### TASK GOAL
Report how many lines below include "into", giving the figure alone.
..............................
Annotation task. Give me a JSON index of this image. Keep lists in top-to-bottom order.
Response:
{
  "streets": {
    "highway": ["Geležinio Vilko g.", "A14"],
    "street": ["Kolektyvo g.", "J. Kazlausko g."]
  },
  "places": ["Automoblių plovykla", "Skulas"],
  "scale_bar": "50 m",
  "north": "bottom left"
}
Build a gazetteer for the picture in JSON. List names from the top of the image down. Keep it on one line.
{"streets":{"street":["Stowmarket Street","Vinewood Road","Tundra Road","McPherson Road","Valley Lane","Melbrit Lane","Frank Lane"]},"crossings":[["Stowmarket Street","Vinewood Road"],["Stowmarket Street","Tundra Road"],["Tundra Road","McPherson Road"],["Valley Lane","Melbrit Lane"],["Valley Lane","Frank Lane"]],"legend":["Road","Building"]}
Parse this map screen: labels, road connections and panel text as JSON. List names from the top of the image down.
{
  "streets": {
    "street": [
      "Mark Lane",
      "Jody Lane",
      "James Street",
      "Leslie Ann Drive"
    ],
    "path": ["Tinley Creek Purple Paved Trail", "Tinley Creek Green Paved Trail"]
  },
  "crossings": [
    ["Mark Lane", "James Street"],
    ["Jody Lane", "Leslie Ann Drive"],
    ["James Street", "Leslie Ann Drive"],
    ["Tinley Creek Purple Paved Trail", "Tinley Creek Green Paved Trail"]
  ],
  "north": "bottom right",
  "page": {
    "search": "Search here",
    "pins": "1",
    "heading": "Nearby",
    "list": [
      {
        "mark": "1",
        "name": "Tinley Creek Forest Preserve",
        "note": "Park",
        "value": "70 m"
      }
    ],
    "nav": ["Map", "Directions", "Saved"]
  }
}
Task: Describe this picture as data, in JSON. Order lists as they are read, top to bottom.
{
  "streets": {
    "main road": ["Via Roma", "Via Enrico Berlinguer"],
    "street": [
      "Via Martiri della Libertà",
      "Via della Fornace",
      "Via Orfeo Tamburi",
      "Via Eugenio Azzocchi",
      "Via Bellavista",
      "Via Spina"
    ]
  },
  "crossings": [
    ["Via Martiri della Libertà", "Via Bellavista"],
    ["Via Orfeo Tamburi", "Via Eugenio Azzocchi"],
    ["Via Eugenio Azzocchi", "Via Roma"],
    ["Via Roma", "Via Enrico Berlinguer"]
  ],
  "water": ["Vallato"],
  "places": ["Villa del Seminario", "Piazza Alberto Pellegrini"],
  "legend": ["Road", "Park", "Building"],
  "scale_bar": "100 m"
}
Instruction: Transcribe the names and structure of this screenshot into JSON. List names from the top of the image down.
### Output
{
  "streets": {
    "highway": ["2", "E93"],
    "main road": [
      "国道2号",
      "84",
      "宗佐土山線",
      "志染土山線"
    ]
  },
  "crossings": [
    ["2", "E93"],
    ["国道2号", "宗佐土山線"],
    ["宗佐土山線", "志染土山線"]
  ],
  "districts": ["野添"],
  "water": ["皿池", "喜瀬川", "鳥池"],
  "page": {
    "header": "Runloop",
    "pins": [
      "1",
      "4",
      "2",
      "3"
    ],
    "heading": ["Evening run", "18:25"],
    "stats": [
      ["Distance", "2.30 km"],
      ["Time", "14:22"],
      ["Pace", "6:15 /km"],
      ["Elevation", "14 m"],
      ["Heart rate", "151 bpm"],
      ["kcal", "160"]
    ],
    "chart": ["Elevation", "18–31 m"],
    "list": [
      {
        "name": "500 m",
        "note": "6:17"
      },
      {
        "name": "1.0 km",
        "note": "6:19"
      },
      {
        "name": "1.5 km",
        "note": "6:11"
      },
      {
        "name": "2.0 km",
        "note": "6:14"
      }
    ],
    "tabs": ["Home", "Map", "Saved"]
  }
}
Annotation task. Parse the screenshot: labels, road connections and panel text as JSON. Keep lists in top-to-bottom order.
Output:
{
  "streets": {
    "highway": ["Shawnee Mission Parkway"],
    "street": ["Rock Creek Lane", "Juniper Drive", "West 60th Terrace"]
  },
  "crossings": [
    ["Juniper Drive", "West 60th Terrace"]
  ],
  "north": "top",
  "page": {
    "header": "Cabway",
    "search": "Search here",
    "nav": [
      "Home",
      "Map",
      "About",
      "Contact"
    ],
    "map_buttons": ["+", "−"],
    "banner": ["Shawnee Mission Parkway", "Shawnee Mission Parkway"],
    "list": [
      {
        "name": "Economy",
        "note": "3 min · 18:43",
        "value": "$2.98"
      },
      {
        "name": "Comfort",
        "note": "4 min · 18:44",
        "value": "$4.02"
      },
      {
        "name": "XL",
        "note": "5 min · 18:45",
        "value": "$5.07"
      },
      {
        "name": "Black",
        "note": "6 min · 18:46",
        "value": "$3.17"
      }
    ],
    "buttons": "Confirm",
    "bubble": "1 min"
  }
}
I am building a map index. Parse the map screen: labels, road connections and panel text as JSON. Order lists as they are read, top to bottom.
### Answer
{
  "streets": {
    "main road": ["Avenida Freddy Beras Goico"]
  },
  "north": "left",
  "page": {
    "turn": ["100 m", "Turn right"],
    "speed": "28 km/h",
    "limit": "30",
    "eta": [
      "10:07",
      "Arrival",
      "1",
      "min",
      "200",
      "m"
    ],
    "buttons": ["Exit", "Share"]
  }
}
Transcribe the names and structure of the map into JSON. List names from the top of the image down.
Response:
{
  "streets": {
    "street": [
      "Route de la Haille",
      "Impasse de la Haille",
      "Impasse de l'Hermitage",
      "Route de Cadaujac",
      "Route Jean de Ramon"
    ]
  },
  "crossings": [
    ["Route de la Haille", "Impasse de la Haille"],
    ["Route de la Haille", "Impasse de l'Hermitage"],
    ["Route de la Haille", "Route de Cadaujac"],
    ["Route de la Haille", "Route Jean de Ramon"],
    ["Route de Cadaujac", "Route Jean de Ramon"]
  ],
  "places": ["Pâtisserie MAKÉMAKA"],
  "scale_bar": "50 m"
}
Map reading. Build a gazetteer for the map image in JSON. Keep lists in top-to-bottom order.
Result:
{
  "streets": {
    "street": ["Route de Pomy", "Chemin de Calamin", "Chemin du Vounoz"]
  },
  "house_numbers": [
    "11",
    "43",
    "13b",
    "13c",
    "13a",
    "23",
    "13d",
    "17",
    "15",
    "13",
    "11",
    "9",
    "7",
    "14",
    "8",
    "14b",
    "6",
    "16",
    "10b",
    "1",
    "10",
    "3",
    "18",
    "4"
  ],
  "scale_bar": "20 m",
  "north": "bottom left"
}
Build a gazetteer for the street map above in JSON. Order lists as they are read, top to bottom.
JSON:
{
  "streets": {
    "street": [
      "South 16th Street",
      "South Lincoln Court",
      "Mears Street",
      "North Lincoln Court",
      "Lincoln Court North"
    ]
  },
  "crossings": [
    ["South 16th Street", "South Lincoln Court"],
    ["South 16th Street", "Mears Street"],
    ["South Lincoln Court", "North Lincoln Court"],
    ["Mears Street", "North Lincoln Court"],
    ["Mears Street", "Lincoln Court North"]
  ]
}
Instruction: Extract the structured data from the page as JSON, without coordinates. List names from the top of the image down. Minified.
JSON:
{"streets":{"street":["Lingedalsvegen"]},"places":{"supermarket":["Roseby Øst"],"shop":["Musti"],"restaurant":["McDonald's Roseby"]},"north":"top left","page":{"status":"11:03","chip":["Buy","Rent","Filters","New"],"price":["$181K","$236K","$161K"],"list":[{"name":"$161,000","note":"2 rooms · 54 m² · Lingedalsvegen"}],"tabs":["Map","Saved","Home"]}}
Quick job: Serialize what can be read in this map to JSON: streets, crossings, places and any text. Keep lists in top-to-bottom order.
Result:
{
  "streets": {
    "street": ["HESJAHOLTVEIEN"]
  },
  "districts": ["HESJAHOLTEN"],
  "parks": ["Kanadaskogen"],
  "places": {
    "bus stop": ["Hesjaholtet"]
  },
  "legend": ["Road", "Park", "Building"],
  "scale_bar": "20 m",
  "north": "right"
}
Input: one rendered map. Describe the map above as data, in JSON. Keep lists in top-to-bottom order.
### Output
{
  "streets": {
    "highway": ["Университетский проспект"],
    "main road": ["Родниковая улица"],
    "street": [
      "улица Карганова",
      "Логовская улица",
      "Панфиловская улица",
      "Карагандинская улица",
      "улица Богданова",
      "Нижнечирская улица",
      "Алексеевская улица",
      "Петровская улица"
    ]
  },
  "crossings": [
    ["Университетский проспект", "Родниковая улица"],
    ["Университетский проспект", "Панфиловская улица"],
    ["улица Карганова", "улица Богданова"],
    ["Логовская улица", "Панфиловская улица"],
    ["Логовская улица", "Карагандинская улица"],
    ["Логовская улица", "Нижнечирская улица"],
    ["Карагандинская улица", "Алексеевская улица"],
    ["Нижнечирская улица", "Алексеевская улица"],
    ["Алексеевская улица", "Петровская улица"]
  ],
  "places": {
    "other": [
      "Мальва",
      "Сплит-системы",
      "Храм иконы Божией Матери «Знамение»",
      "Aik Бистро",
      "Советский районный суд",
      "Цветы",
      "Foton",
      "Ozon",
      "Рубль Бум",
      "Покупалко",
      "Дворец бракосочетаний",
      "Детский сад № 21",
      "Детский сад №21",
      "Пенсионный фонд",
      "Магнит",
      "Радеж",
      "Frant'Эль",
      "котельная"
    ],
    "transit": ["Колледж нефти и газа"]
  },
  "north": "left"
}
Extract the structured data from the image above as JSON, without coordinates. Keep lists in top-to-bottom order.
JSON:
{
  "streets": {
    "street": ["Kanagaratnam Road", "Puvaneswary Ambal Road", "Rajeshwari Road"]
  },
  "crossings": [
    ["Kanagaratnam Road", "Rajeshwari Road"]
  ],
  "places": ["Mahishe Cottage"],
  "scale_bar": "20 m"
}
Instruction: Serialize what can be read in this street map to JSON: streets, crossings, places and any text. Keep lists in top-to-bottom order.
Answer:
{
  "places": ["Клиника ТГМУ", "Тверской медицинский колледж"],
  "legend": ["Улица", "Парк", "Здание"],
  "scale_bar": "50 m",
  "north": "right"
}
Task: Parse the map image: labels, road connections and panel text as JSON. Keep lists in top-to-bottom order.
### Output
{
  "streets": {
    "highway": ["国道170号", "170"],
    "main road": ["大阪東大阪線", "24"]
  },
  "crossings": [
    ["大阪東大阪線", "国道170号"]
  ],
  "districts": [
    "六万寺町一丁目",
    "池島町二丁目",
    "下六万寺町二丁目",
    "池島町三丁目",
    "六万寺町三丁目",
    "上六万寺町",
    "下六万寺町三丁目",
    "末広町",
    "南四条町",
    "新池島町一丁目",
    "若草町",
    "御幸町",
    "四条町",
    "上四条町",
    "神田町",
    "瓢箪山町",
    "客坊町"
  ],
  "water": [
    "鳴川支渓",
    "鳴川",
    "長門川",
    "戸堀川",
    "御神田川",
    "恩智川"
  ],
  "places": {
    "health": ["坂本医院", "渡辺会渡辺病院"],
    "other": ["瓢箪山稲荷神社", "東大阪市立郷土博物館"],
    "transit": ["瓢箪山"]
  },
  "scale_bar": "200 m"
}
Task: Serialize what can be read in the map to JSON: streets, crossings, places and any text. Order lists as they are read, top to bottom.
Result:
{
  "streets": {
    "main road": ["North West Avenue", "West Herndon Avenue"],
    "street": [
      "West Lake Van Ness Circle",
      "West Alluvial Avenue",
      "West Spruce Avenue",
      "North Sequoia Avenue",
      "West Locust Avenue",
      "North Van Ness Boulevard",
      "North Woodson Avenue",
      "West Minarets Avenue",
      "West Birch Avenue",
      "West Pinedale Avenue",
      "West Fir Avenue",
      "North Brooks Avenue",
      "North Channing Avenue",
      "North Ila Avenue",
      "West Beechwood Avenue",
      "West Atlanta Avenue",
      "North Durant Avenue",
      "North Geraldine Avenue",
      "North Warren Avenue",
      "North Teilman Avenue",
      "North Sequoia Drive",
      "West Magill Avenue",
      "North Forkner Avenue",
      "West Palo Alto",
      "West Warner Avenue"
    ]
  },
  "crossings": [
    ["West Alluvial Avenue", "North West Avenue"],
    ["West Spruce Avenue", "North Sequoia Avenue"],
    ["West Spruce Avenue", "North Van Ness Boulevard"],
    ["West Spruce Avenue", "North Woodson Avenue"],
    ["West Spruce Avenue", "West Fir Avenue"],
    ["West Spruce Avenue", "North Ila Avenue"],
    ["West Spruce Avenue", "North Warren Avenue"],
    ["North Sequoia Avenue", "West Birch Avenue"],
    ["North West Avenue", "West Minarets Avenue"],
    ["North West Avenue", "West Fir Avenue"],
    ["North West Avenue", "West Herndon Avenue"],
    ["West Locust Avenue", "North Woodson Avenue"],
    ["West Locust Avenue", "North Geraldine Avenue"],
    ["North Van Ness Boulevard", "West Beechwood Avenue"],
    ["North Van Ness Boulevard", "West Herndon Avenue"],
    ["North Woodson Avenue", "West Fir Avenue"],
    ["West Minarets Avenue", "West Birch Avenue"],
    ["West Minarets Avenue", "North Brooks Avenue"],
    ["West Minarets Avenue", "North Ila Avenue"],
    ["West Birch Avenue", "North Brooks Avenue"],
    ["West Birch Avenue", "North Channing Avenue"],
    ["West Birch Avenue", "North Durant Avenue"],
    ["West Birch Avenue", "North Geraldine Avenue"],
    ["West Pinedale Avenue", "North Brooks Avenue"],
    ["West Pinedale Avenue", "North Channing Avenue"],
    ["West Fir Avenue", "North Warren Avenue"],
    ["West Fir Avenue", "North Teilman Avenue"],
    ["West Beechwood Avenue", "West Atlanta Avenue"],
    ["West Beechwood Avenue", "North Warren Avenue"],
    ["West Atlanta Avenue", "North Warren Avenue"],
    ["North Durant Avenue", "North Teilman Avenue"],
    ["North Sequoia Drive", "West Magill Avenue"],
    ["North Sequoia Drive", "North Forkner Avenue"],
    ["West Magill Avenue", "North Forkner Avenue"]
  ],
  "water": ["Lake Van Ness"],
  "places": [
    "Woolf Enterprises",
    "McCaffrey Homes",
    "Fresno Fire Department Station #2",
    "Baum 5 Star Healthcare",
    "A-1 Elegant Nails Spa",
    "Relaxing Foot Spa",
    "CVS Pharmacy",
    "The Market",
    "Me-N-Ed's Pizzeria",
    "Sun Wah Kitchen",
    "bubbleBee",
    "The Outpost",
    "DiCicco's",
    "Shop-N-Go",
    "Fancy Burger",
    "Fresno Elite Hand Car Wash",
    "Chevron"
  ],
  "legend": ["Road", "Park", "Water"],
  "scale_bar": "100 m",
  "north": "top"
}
..............................
### OUTPUT
2